The issue of vaping poses a real dilemma for public health experts. I recently worked on a national mental health research study and communications plan which really opened my eyes to the broader and more integrated view of substance abuse and dependence. I had known, prior to the desktop research study that we did, that smokers around the world tend to come mainly from the poorer and less educated groups. But smoking rates among the disabled, the LGBT community, those with mental health conditions, refugees and immigrants are also invariably higher than among the general populace. So smoking rates become an almost foolproof indicator of socio-economic and other stressors. It doesn't apply individually, of course. There are many smokers who are educated, wealthy, successful, happy family life, no history of mental health problems. But at a group level, smoking rates indicate demographics who are marginalised and subject to stressors of one type or another.

The primary focus in smoking is on the health risks, and that is correct and good. But it's about more than that. There are two other factors that public health experts consider: the quality of life hit and the financial cost. An LGBT person is already stigmatised and feeling marginalised in society. If they smoke, the non-smoking majority say that they stink, that they are stupid, that they are killing themselves and don't care, that they are weak-willed. Is that a good message for someone who is already feeling stigmatised, and who belongs to a demographic with a far higher suicide rate than the general population? Is smoking improving their quality of life? And again, I'm not just talking about health risk, I'm talking about their self-image and their position in society too.

Then take the poorer people. My gardener is a Zimbabwean immigrant who smokes. He lives in an informal settlement and has a family to feed, kids to educate. Can he afford the finances to smoke? Would that money not be better spent in improving his lot and the prospects of his children?

And it becomes a vicious circle. The more marginalised someone feels, the more stressed they feel and the more they smoke. Which leads to them becoming more marginalised. It also doesn't just apply to nicotine but to alcohol, weed, hard drugs, glue, and then even addictive behaviours like gambling, porn, computer gaming, social media, and so on. If a domestic maid spends every cent she has on lottery tickets, it is not going to physically kill her. But she is not a healthy individual. Her qualify of life is affected even if she is not physically ill.

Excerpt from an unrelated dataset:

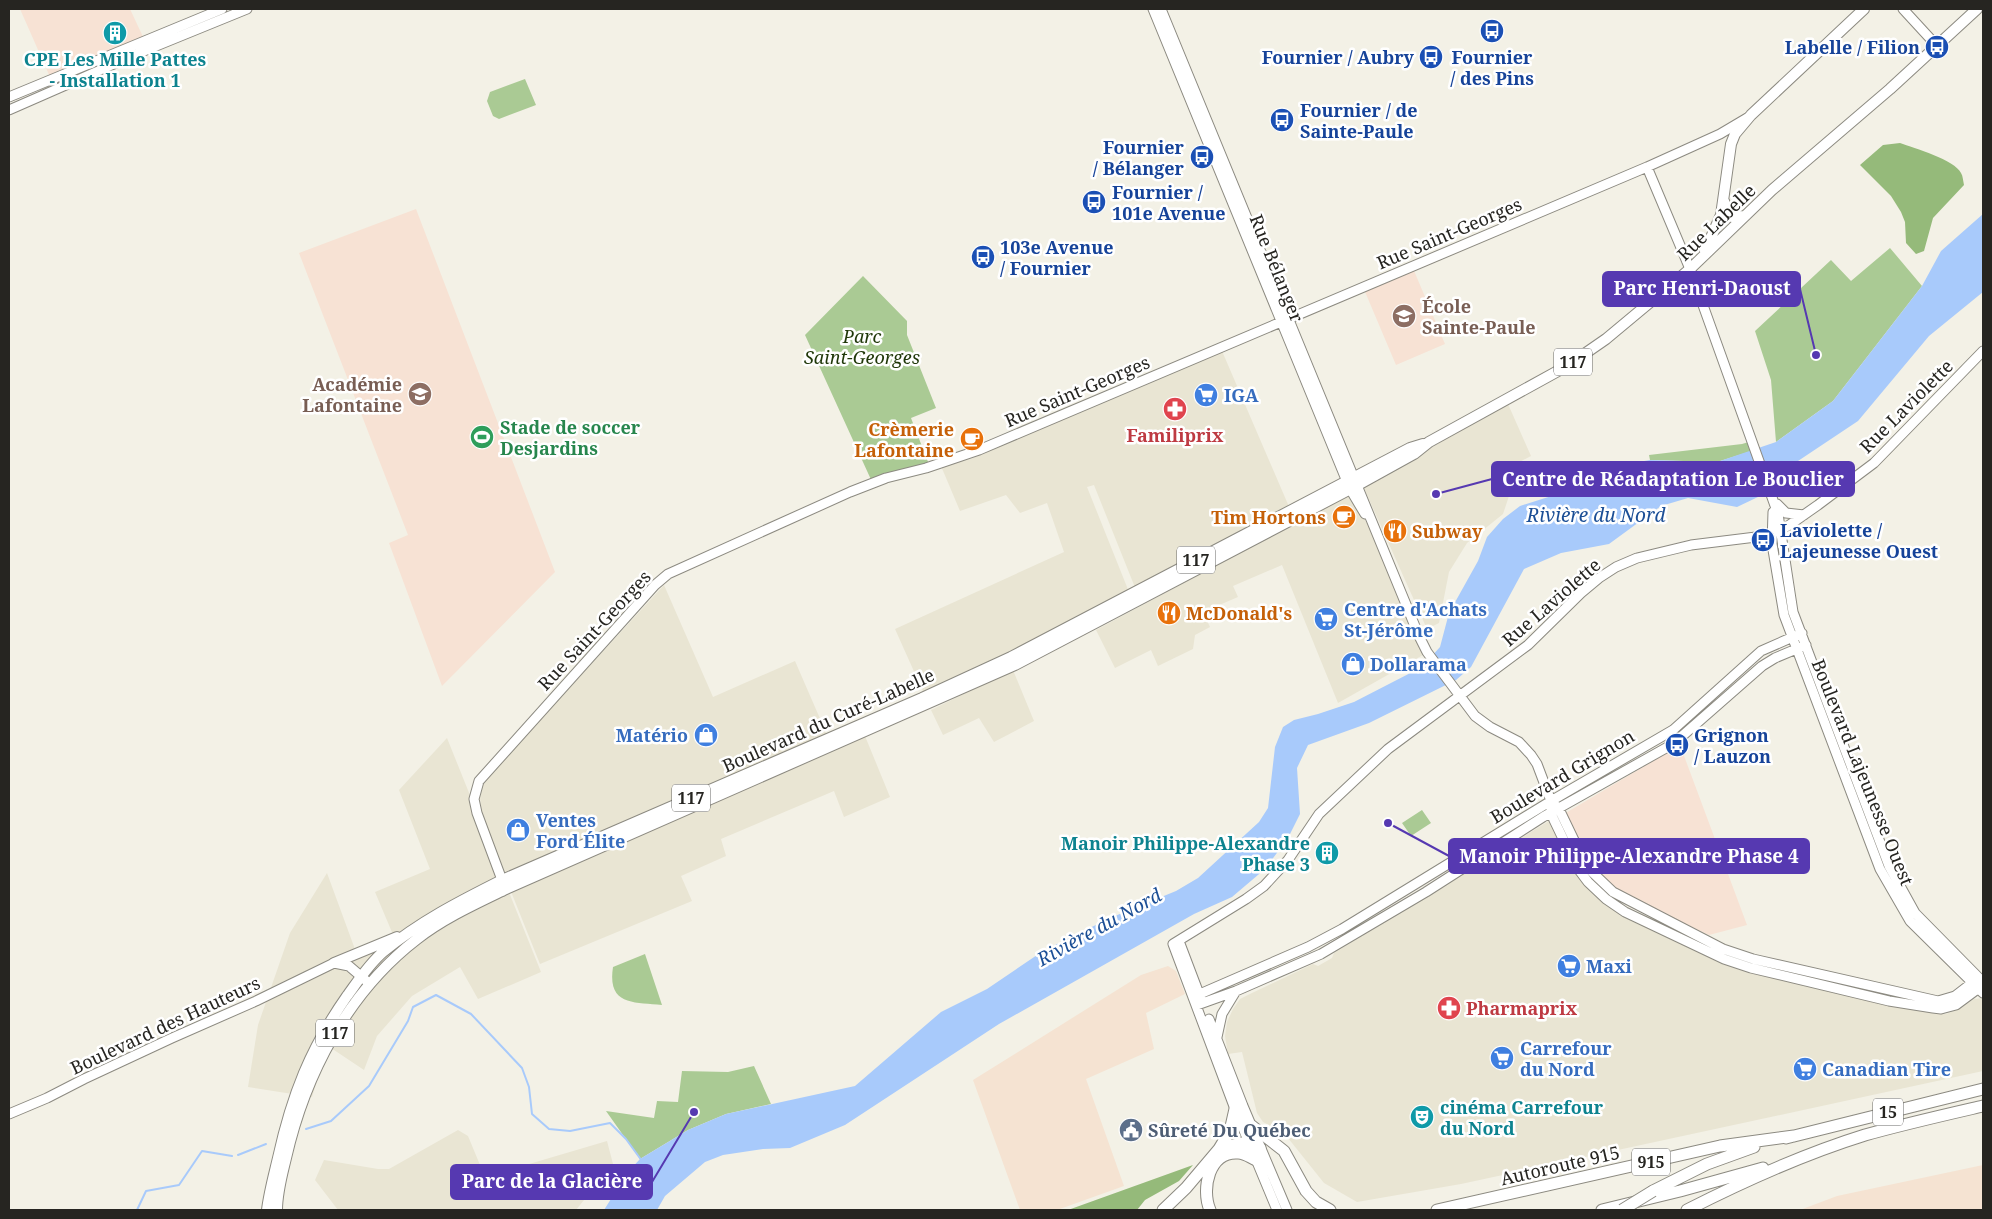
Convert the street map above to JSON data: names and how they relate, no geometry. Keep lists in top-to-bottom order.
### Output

Public health experts want nicotine dependence gone. Not just because of the health risks but because it's a marker for all these associated problems too. A doctor will tell you vape, don't smoke. That is fine, he is looking at the health problem individually. A public health expert, i.e. someone who looks at the health of groups not individuals, will tell you that breaking the chain of substance dependence and/or addictive behaviour is key to improving the overall health (including mental health) of the populace. So on the one hand, public health bodies want to encourage vaping (compared to smoking), on the other they want to discourage vaping (compared to not being dependent on any substance).

It has created a dilemma for them. Do they take the glass half empty view that substance dependence is inevitable but at least we can reduce the physical harms from it? Or do they take the glass half full view that a populace who is not dependent on any substance is an achievable goal worth striving for? There are no easy answers to that.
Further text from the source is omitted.